Warning: This book may make you rethink your career
Review: Birth of a 'nation'
"Free Agent Nation: How America's New Independent Workers Are Transforming the Way We Live"
(CNN) -- This book is about the free agent. If the term is vague, it is because I can think of no other way to describe the people I am talking about. They are free from the bonds of a large institution, and agents of their own futures. They are the new archetypes of work in America. Today, in the shadow of another economic boom, America's new economic emblem is the footloose, independent worker -- the tech-savvy, self-reliant, path-charting micropreneur.
And how good it is to find such a concise description of what Daniel H. Pink is on about, so near the beginning of his new book, "Free Agent Nation."
Pink, a contributing editor at Fast Company magazine and a confirmed and successful free-lancer, himself, has put together a kind of manifesto for what he terms the "dis-Organization Man" (and Woman) -- a careerist who flees the traditional constraints placed on a "company man," as the loyal everyworker was called in the 1950s.

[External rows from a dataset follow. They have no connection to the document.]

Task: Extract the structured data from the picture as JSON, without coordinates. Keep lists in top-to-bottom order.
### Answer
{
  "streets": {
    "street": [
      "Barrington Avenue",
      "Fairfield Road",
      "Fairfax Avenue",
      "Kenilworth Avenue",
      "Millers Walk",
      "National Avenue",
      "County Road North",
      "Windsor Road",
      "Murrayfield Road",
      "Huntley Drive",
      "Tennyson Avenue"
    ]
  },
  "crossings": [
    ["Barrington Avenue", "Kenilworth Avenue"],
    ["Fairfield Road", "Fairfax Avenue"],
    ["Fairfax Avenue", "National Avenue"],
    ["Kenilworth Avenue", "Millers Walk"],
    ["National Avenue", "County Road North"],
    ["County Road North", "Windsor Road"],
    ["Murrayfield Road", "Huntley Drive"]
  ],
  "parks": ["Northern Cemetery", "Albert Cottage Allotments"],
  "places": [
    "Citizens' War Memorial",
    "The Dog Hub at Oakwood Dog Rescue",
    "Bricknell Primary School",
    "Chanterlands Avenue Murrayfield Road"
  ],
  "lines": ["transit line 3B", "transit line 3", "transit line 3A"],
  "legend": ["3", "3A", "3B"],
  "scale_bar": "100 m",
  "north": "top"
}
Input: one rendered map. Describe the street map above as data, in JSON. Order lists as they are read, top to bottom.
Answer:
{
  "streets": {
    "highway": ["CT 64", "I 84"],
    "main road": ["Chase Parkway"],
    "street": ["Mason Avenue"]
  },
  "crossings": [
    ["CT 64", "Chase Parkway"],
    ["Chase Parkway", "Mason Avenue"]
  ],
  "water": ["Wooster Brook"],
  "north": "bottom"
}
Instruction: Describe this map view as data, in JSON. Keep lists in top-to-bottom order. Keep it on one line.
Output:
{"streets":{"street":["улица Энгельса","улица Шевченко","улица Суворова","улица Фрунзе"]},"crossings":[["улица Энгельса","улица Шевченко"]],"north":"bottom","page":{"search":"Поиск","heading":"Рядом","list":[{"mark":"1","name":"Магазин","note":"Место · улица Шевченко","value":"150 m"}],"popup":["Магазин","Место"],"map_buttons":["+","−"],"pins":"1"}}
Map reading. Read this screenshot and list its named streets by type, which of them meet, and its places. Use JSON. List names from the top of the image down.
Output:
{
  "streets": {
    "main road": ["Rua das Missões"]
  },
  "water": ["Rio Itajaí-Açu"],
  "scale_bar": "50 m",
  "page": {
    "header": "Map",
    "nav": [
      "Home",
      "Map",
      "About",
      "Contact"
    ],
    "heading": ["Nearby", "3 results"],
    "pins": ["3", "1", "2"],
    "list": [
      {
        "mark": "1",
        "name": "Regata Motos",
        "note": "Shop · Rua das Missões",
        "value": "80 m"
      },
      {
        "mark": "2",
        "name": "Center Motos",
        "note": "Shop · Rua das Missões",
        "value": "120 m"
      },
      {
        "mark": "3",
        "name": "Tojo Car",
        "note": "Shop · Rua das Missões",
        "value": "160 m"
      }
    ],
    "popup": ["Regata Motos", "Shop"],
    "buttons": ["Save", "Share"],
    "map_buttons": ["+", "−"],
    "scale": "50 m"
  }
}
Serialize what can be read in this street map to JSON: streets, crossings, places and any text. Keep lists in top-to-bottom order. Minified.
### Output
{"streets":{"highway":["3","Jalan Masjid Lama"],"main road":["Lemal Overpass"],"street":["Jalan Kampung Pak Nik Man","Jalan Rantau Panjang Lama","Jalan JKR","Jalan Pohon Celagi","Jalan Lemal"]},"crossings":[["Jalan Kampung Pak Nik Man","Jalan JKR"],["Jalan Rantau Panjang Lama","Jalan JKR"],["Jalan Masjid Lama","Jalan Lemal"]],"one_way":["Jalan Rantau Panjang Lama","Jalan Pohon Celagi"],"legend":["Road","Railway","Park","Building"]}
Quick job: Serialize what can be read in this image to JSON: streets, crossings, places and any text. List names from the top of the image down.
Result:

"Power is devolving," writes Pink, "from the organization to the individual. The individual, not the organization, has become the economy's fundamental unit. Put more simply, we're all going Hollywood." And by that phrase, Pink means to draw a parallel between the free agency he's writing about and the post-big-studio-and-star-system Tinsel Town that today gathers artists to make a single film, then disbands them once the project is done.
Pink's work -- prefaced by his funny telling of coming out of White House speech-writing and into free agency -- is compelling and thoughtful. It's tinged, though, with an exuberance that borders on the irrational when you remember your own free-lance days of struggling for assignments and taking no vacations for fear of starving.
At a time when the collective working mind, in fact, clearly is debating whether to shop at "the company store" or try branching out, Pink has done the yearlong-American-road-trip approach to his subject. The result is anecdotal like Kuralt or Steinbeck, but presented in the current vogue with a chapter-closing "The Box" summary that reminds you of the "Complete Idiot's Guide" series layout.
Each box, for example, includes "The Crux," "The Factoid," "The Quote" and "The Word" -- clues you can use, USA Today reader, to get your info fast and in those tiny bits and pieces so many media now substitute for good writing.
The saving grace is that Pink is a good writer, quite a good one. So when not boxed into easy-access formats, he can get off some entertaining prose. Consider this description of what he calls a "F.A.N. club" -- as in a "Free Agent Nation club" of like-minded self-employeds.
On a blazingly sunny August afternoon, amid the soaring crimson rocks of northern New Mexico, the Ghost Ranch Alliance has convened. At the entrance to an adobe building, a hand-lettered sign on butcher-block paper reads, HELLO AND WELCOME TO GLOBAL SHARING RETREAT II. Inside, 24 cross-cultural trainers and consultants -- most of them independent workers, all of them independent spirits -- sit in a circle for the first session of this three-day event. About 50 people, representing 15 nationalities and toting six kids, have come here.
Facts and figures
What bumps Pink's fine prose over the non-fiction line from banality into bona fide presence on the career-book shelf is his journalism. The guy knows to tell us just how well grounded he is, even as he gets off one sweeping observation after the next.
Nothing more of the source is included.